Personal information
- Full name: George Terence Leonard Matthews
- Date of birth: 25 February 1936
- Place of birth: Leyton, England
- Date of death: August 2026 (aged 90)
- Position: Inside forward

Youth career
- Tufnell Park
- Edmonton
- Queens United
- West Ham United

Senior career*
- Years: Team / Apps / (Gls)
- 1952–1957: West Ham United / 9 / (1)
- 1957–1962: Aldershot / 62 / (20)
- 1962–1963: Gillingham / 10 / (1)
- 1963: Ashford Town / 13 / (0)

Managerial career
- 000?–1974: Aveley
- 1974–1977: Tilbury
- 1977–?: Walthamstow Avenue

= Terry Matthews (footballer) =

English footballer (1936–2026)

George Terence Leonard Matthews (25 February 1936 – August 2026) was an English footballer who played as an inside-forward in the Football League for West Ham United, Aldershot and Gillingham. He later managed non-League clubs Aveley, Tilbury and Walthamstow Avenue.

==Career==
Matthews played for Hackney and Middlesex Schools and joined West Ham United as a youth. He signed professional forms with the east London club in August 1952. He made his senior debut on 22 October 1953, a 5–1 defeat against Colchester United in the Essex Professional Cup, alongside fellow debutants Andy Malcolm and Fred Cooper.

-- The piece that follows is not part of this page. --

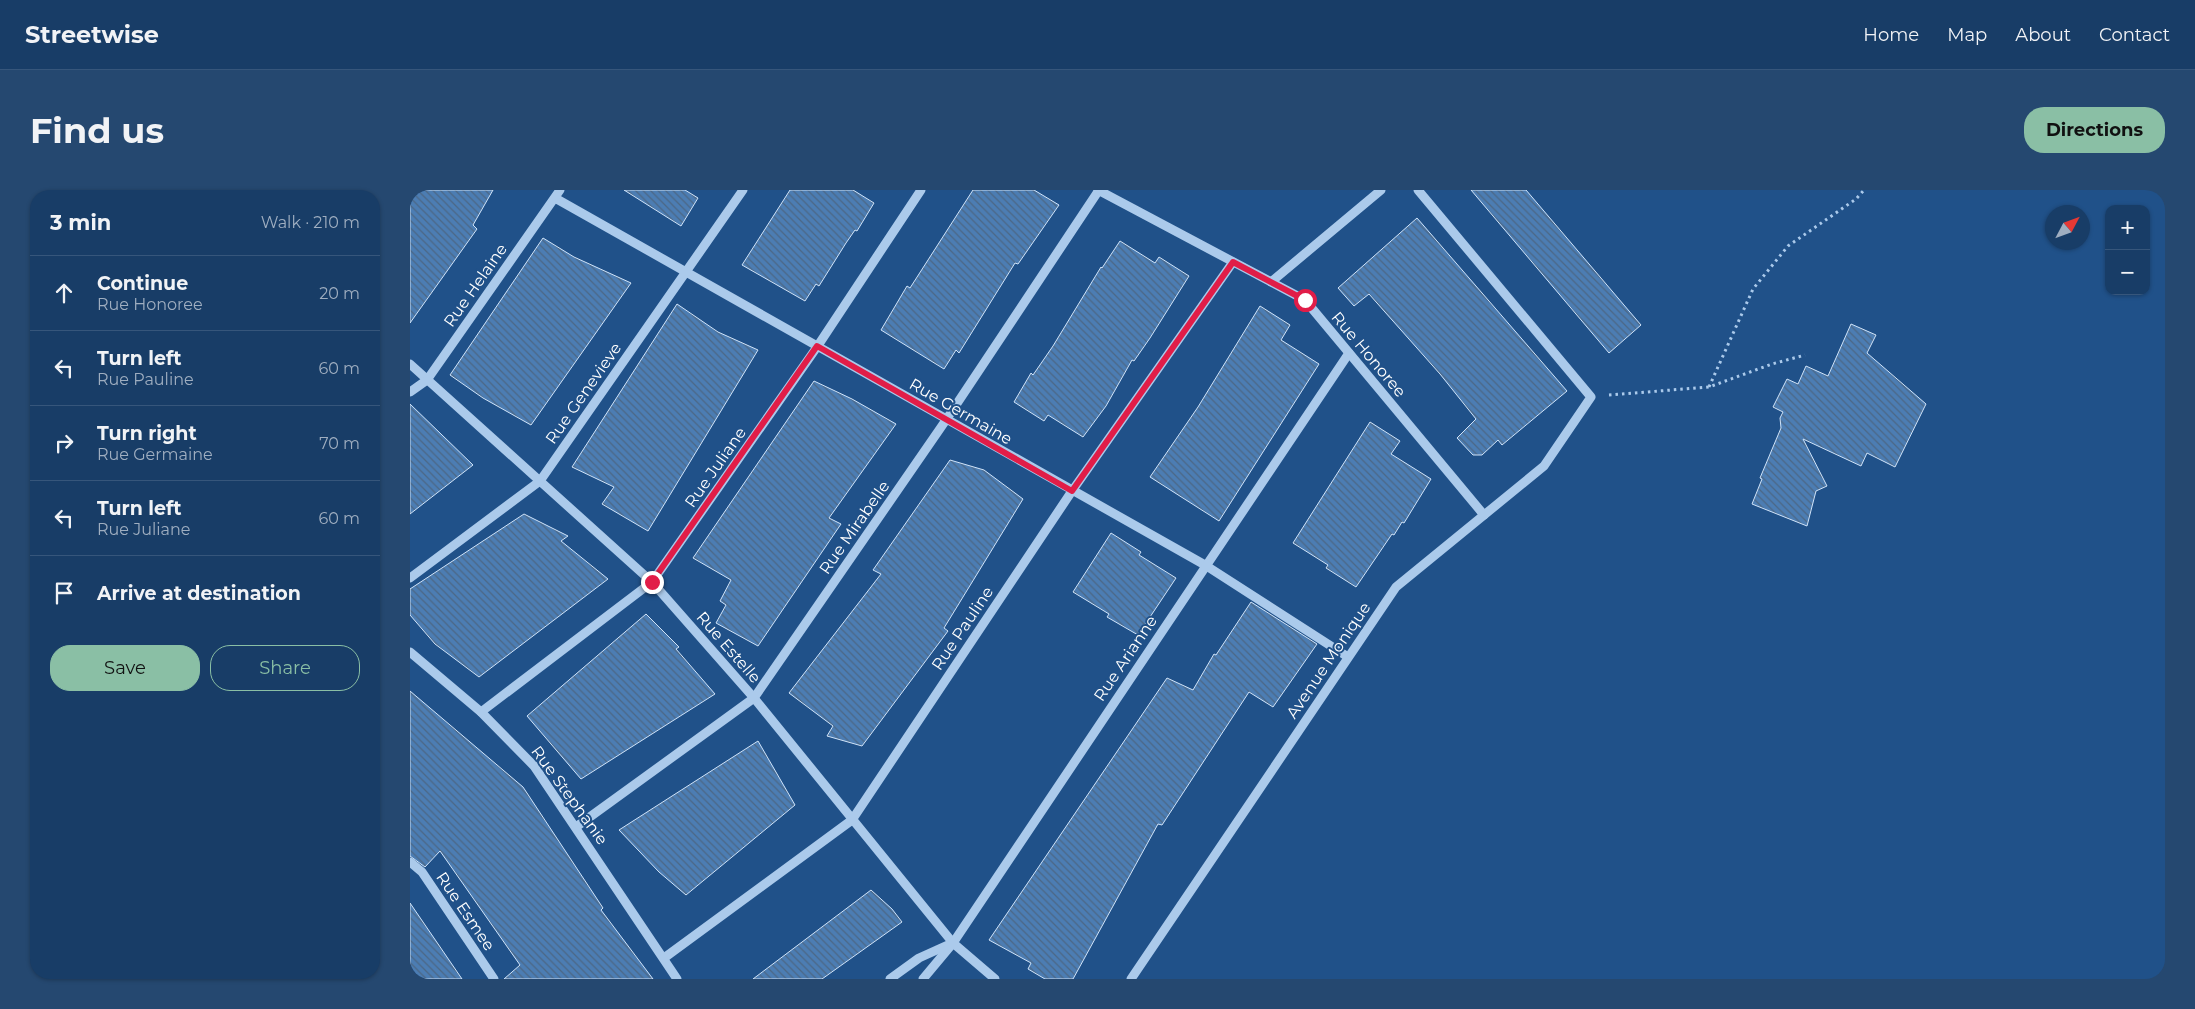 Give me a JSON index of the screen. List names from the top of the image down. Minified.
{"streets":{"street":["Rue Helaine","Rue Honoree","Rue Genevieve","Rue Germaine","Rue Juliane","Rue Mirabelle","Rue Pauline","Rue Estelle","Rue Arianne","Avenue Monique","Rue Stephanie","Rue Esmee"]},"crossings":[["Rue Helaine","Rue Germaine"],["Rue Helaine","Rue Estelle"],["Rue Honoree","Rue Mirabelle"],["Rue Honoree","Rue Pauline"],["Rue Honoree","Rue Arianne"],["Rue Honoree","Avenue Monique"],["Rue Genevieve","Rue Germaine"],["Rue Genevieve","Rue Estelle"],["Rue Germaine","Rue Juliane"],["Rue Germaine","Rue Mirabelle"],["Rue Germaine","Rue Pauline"],["Rue Germaine","Rue Arianne"],["Rue Germaine","Avenue Monique"],["Rue Juliane","Rue Estelle"],["Rue Juliane","Rue Stephanie"],["Rue Mirabelle","Rue Estelle"],["Rue Mirabelle","Rue Stephanie"],["Rue Pauline","Rue Estelle"],["Rue Pauline","Rue Stephanie"],["Rue Estelle","Rue Arianne"]],"north":"top right","page":{"header":"Streetwise","nav":["Home","Map","About","Contact"],"buttons":["Directions",["Save","Share"]],"title":"Find us","heading":["3 min","Walk · 210 m"],"map_buttons":["+","−"],"list":[["Continue","Rue Honoree","20 m"],["Turn left","Rue Pauline","60 m"],["Turn right","Rue Germaine","70 m"],["Turn left","Rue Juliane","60 m"],"Arrive at destination"]}}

He would have to wait 2 1/2 years for his league debut, a Second Division encounter against Blackburn Rovers on 17 March 1956. He scored the only West Ham goal of a 4–1 defeat.

After nine league appearances for West Ham, his final game for the club came in the Essex Professional Cup, in a 3–1 win over Chelmsford City on 26 November 1956.

Matthews joined Aldershot in July 1957 and scored 20 goals in 62 appearances, before moving to Gillingham in August 1962. He scored one goal in 12 appearances for the Gills during the 1962–63 season.

He then moved to non-league Ashford Town where he was captain before injury curtailed his playing career. He went on to manage Aveley, and in 1974 moved to Tilbury, with Larry Hutson making a move in the opposite direction. At the end of the 1976–77 season, Matthews left for Walthamstow Avenue.

Matthews later managed Sunday league team Ockendon Motor Spares.

==Death==
Matthews died in August 2026, aged 90.